» **Instructions to follow**: Go over the listing below line by line, and return each one holding the string "roads".

» **Records for the exercise**:
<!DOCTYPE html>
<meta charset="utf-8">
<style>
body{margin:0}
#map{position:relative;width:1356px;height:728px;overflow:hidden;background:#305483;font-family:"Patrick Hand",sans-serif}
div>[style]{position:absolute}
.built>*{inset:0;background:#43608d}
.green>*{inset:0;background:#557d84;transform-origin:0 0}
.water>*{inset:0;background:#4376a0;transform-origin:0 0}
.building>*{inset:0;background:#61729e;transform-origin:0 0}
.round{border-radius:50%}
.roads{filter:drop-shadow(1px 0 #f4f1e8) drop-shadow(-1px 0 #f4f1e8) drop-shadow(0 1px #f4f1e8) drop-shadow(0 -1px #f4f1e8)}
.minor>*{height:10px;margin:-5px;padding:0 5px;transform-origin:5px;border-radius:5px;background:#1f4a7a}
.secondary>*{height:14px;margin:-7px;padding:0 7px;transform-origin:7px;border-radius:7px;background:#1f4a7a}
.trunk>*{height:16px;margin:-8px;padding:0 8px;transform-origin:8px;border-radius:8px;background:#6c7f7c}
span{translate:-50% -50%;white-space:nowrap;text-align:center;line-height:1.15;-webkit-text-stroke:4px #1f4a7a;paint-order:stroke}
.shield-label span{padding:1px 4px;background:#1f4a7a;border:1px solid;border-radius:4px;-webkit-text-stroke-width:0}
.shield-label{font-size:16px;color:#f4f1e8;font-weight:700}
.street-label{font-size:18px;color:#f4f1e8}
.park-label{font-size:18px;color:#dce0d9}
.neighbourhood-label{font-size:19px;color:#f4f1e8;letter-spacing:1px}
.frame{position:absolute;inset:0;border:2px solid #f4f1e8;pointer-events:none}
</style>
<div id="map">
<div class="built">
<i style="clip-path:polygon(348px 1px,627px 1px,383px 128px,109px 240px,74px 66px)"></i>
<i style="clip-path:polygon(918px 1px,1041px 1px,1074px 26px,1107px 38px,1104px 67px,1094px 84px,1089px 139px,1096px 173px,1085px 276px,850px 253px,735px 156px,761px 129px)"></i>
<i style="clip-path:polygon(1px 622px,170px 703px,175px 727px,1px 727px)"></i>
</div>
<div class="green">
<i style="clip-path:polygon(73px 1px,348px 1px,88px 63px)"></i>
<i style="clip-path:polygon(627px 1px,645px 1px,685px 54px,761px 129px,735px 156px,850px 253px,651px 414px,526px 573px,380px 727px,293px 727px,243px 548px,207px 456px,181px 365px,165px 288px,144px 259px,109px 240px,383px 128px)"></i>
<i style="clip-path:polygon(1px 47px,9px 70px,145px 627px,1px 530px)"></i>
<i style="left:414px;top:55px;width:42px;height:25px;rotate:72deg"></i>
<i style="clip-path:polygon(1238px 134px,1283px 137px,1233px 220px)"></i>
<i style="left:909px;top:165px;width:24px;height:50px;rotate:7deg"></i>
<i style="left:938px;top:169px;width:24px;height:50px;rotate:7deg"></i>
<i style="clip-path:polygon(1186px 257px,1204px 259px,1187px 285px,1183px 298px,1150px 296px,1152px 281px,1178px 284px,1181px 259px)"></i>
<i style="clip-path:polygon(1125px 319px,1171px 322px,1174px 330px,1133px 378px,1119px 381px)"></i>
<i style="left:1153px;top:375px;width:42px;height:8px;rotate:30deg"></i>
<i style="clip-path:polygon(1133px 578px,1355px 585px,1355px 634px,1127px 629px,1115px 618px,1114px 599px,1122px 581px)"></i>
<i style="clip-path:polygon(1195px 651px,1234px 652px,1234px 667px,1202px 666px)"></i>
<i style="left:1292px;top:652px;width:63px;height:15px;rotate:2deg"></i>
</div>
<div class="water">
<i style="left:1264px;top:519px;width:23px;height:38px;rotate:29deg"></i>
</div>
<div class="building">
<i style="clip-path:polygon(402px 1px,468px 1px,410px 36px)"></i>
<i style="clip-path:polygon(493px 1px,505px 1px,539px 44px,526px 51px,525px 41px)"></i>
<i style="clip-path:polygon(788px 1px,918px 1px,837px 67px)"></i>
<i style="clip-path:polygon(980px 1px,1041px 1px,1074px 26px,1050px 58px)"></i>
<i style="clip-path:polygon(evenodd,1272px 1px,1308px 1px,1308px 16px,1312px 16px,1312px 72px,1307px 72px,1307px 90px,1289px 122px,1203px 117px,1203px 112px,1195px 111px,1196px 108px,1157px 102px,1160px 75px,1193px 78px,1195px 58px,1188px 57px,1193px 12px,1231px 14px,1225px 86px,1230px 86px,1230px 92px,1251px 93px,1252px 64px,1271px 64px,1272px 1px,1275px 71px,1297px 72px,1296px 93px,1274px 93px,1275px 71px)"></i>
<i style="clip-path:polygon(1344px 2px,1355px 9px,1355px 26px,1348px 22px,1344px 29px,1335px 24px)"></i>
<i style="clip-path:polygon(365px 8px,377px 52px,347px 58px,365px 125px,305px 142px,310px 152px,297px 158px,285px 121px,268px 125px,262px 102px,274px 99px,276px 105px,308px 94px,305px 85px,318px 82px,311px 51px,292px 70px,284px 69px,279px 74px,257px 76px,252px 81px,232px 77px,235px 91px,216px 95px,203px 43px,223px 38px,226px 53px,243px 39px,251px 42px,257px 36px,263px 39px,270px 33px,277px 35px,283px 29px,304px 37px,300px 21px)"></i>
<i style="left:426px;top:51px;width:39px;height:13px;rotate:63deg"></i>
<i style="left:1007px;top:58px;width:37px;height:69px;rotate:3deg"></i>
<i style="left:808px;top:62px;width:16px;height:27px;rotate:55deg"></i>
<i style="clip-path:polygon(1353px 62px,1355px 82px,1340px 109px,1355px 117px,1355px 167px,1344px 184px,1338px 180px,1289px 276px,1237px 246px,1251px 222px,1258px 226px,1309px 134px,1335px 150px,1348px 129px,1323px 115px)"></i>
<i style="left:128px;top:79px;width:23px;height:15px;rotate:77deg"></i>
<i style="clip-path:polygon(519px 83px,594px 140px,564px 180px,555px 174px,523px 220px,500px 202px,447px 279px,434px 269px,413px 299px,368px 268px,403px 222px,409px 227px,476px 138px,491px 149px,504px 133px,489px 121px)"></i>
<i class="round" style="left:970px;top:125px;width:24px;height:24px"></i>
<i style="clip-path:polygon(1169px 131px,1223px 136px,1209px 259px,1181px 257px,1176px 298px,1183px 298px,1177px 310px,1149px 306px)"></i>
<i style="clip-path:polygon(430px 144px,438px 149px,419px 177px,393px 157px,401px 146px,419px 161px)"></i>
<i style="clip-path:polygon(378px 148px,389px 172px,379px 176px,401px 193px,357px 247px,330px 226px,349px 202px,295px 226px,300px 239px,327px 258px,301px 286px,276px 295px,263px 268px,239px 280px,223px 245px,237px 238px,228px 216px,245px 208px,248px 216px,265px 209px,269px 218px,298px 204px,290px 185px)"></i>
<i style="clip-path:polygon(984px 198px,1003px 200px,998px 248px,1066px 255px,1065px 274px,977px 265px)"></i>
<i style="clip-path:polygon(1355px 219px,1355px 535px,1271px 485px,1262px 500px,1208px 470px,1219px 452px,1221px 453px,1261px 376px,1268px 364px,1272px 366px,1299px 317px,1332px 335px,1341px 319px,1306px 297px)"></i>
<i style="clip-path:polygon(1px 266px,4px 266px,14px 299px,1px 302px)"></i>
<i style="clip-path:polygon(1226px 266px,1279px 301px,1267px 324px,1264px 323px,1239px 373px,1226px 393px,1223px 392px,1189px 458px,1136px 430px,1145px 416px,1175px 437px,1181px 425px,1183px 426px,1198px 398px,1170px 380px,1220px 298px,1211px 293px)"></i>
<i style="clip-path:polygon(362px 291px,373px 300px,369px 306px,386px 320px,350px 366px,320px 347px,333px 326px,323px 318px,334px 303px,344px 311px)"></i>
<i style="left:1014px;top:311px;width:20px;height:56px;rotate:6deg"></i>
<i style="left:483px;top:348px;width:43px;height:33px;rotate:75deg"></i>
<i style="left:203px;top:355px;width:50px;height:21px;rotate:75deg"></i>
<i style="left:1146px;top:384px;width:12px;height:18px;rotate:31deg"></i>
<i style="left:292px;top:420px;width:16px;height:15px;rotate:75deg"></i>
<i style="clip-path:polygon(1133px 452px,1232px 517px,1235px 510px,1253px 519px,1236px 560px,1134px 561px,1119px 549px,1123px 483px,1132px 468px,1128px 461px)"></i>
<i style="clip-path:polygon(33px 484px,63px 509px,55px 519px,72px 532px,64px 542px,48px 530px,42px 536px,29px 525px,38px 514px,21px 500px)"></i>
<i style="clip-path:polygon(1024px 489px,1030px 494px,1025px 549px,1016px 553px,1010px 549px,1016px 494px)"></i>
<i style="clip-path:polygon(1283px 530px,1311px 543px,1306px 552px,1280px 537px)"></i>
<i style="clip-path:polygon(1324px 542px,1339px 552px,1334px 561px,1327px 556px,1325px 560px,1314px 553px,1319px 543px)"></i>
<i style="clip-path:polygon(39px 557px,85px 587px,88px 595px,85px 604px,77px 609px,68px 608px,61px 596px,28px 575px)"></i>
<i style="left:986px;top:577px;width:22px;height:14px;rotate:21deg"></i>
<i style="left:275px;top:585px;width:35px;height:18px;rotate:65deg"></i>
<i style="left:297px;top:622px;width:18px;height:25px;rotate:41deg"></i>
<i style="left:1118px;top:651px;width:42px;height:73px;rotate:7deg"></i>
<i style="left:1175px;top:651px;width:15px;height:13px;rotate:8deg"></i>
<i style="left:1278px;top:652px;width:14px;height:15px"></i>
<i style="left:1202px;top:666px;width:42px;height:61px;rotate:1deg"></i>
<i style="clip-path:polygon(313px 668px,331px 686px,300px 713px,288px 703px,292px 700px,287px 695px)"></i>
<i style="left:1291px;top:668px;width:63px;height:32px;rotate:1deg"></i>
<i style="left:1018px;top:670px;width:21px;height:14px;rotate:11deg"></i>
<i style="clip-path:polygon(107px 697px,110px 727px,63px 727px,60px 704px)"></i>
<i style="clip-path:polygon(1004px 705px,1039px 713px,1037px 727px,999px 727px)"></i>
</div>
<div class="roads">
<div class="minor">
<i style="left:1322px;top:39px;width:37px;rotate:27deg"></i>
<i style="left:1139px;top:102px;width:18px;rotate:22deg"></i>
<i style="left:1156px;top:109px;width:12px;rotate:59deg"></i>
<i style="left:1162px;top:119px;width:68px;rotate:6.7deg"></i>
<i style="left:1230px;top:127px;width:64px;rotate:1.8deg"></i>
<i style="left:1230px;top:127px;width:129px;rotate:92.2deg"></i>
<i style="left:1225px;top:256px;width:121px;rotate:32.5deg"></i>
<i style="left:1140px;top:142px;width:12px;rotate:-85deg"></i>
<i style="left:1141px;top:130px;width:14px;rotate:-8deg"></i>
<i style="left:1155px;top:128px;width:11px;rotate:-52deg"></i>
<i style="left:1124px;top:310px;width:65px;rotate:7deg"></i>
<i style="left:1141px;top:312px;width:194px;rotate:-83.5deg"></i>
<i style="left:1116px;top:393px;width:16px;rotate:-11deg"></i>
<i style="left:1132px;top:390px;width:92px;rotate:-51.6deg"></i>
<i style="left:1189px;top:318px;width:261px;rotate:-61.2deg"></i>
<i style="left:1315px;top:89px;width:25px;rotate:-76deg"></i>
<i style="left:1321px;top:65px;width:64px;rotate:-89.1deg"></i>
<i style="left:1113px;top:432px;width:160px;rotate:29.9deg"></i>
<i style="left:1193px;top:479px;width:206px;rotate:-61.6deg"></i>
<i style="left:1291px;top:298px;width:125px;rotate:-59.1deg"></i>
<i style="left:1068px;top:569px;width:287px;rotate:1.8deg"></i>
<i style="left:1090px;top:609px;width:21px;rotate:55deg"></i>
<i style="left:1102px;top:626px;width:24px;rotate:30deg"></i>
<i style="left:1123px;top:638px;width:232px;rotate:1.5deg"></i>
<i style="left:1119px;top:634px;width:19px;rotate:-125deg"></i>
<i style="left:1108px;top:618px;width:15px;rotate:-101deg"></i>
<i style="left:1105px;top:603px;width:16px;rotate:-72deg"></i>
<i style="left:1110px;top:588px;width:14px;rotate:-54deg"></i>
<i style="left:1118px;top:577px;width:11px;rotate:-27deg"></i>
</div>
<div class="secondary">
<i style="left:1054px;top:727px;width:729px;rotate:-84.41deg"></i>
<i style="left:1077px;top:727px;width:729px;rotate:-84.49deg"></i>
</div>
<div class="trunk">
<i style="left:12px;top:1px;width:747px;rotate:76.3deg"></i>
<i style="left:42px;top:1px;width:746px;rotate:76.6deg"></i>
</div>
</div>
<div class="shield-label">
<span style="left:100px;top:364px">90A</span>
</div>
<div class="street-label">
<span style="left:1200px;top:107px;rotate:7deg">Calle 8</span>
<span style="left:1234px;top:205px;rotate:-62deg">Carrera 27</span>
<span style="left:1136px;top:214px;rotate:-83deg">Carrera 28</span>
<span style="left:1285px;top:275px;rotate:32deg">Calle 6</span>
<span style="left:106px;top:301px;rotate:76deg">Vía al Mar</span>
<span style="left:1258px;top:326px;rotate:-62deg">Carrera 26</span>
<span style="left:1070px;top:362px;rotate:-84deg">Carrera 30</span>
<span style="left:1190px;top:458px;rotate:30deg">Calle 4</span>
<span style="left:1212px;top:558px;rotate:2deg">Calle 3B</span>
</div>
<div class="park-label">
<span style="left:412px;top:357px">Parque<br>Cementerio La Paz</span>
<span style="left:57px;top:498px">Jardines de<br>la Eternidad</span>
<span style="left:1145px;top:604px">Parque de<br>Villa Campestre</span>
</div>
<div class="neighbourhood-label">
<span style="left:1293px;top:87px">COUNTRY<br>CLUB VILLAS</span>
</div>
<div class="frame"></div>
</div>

---

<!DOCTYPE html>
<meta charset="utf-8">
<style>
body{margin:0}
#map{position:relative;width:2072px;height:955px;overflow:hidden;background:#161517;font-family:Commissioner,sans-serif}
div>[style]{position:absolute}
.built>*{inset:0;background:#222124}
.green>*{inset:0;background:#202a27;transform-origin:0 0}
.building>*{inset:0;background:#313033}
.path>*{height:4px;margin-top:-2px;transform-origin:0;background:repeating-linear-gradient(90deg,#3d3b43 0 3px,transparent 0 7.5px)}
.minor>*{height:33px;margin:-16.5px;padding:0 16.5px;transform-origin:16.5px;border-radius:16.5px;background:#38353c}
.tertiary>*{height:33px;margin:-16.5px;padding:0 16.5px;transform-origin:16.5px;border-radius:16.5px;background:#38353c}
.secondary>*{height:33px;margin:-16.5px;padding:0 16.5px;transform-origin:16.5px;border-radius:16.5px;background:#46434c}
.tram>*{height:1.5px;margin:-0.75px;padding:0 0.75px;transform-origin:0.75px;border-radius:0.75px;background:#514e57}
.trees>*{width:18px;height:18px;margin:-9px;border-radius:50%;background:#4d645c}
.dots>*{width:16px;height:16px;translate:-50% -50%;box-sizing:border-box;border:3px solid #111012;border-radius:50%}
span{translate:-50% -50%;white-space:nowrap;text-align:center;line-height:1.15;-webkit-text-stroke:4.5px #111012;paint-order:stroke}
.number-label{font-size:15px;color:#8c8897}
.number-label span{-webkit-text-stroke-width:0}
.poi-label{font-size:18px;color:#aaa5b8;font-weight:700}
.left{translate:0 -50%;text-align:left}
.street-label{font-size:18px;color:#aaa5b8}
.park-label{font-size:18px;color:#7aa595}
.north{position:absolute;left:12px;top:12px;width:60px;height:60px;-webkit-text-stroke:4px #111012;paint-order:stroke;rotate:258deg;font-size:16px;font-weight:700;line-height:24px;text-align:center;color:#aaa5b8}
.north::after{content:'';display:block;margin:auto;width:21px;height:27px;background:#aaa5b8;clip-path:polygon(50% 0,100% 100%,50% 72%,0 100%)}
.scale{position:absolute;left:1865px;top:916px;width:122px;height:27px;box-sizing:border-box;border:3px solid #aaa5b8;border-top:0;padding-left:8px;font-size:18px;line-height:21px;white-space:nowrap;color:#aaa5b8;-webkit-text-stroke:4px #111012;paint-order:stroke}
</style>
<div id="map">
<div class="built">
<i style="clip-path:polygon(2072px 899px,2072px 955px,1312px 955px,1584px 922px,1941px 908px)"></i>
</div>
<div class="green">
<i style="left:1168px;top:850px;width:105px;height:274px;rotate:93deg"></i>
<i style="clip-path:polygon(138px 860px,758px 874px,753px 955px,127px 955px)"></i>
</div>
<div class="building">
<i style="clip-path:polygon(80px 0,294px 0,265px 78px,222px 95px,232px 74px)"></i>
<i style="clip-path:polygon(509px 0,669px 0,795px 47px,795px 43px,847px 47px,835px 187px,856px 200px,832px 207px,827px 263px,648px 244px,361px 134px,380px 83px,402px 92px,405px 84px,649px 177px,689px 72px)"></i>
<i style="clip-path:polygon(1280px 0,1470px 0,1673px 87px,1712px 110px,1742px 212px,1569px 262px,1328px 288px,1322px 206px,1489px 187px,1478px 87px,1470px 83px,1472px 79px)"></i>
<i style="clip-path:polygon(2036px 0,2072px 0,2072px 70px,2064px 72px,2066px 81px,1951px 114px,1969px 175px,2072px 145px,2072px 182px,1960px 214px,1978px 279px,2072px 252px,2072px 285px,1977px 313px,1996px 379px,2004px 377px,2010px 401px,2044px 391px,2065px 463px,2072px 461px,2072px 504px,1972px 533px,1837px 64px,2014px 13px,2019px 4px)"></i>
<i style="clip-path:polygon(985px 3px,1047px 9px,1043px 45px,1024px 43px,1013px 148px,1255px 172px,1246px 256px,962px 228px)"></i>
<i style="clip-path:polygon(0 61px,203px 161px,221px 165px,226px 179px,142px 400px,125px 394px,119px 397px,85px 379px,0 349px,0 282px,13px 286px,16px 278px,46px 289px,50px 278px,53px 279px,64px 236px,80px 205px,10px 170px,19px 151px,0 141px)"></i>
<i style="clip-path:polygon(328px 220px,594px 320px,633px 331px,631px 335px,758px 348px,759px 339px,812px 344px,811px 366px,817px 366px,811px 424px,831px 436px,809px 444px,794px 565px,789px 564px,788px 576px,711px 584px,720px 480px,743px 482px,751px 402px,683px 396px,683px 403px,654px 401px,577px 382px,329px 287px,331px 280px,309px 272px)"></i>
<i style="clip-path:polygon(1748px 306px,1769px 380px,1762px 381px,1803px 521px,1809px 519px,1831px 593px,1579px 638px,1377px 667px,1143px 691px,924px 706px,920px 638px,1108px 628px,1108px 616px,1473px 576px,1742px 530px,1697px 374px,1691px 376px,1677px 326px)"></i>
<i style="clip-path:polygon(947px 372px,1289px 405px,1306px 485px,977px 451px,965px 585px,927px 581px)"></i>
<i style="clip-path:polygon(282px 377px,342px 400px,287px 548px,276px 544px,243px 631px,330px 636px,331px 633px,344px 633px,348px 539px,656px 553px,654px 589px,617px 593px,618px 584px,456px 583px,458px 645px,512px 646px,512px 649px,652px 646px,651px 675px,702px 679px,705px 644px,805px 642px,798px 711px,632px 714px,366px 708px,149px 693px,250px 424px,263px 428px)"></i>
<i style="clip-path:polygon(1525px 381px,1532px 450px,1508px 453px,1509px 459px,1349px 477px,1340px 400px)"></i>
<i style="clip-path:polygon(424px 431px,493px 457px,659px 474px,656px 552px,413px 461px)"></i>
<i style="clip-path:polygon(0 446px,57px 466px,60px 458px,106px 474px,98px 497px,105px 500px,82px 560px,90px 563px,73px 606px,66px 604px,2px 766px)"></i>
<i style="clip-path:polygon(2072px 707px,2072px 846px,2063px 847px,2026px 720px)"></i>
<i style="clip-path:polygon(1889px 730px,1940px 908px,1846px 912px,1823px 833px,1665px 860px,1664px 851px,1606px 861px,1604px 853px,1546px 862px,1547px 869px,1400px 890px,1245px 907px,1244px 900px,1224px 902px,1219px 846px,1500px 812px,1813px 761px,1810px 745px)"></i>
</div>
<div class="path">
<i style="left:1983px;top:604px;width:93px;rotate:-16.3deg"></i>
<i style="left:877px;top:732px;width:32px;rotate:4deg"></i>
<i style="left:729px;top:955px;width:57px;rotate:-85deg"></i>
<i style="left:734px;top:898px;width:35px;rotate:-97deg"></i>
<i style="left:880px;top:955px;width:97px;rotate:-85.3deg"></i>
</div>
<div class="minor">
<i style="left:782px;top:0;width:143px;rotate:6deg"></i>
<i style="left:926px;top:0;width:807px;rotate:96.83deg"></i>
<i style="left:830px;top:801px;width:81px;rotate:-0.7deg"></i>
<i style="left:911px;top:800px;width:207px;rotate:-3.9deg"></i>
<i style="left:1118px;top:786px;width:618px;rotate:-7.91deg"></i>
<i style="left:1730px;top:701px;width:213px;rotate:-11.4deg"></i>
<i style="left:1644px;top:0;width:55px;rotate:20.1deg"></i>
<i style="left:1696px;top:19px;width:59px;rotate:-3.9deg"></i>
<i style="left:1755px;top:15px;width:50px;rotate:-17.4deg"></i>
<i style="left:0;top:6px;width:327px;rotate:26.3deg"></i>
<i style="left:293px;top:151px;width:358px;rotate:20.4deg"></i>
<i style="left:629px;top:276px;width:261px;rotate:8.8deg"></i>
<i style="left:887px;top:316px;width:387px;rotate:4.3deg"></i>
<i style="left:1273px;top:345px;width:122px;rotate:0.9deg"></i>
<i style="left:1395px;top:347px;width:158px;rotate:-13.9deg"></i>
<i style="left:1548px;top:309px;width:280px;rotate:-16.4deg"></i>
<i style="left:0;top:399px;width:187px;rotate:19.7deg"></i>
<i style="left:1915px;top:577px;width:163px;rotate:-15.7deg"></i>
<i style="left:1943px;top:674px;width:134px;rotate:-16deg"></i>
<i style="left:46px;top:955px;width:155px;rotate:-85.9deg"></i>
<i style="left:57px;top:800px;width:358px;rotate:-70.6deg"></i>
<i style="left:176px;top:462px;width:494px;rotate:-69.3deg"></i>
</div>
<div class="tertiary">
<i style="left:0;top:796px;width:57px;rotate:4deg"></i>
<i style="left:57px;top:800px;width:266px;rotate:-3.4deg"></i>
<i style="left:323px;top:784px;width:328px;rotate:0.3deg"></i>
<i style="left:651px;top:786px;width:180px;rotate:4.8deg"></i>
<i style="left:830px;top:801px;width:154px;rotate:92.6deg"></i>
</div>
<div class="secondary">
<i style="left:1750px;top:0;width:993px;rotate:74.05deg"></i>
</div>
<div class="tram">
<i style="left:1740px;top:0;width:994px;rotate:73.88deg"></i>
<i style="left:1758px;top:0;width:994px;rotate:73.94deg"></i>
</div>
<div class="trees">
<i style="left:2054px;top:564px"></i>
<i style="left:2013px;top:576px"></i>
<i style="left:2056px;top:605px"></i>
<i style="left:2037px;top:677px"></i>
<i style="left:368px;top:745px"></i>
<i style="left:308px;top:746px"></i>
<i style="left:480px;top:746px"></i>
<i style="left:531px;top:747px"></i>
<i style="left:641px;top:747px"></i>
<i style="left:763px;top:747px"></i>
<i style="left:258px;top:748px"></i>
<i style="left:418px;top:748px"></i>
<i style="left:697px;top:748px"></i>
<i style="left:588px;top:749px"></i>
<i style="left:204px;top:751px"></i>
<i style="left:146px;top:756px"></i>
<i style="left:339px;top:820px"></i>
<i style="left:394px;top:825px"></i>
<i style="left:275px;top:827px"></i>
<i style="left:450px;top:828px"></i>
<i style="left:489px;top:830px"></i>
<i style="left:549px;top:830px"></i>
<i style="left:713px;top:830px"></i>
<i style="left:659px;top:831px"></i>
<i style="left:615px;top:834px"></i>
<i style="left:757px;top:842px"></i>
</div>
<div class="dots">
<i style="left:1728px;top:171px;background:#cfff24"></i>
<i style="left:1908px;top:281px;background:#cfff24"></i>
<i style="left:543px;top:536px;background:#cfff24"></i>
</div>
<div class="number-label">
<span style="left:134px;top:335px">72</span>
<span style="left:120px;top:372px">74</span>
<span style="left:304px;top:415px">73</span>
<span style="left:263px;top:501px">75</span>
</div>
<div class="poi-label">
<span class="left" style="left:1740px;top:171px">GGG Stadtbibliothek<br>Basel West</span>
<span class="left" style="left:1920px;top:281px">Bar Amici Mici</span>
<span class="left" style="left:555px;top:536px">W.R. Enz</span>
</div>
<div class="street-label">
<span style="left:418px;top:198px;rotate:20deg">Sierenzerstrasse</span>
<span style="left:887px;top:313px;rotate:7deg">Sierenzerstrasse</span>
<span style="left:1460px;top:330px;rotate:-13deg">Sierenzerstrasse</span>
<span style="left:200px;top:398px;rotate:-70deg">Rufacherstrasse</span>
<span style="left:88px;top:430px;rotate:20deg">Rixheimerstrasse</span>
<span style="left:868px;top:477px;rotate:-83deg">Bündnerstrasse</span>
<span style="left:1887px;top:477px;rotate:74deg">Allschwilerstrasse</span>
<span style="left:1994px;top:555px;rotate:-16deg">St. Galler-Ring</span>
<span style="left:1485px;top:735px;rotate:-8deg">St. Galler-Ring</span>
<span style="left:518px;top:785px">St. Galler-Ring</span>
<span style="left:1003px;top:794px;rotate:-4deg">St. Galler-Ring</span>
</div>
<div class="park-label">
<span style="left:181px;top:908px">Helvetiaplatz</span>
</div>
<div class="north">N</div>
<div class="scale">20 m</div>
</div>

» **Solution to the exercise**:
.roads{filter:drop-shadow(1px 0 #f4f1e8) drop-shadow(-1px 0 #f4f1e8) drop-shadow(0 1px #f4f1e8) drop-shadow(0 -1px #f4f1e8)}
<div class="roads">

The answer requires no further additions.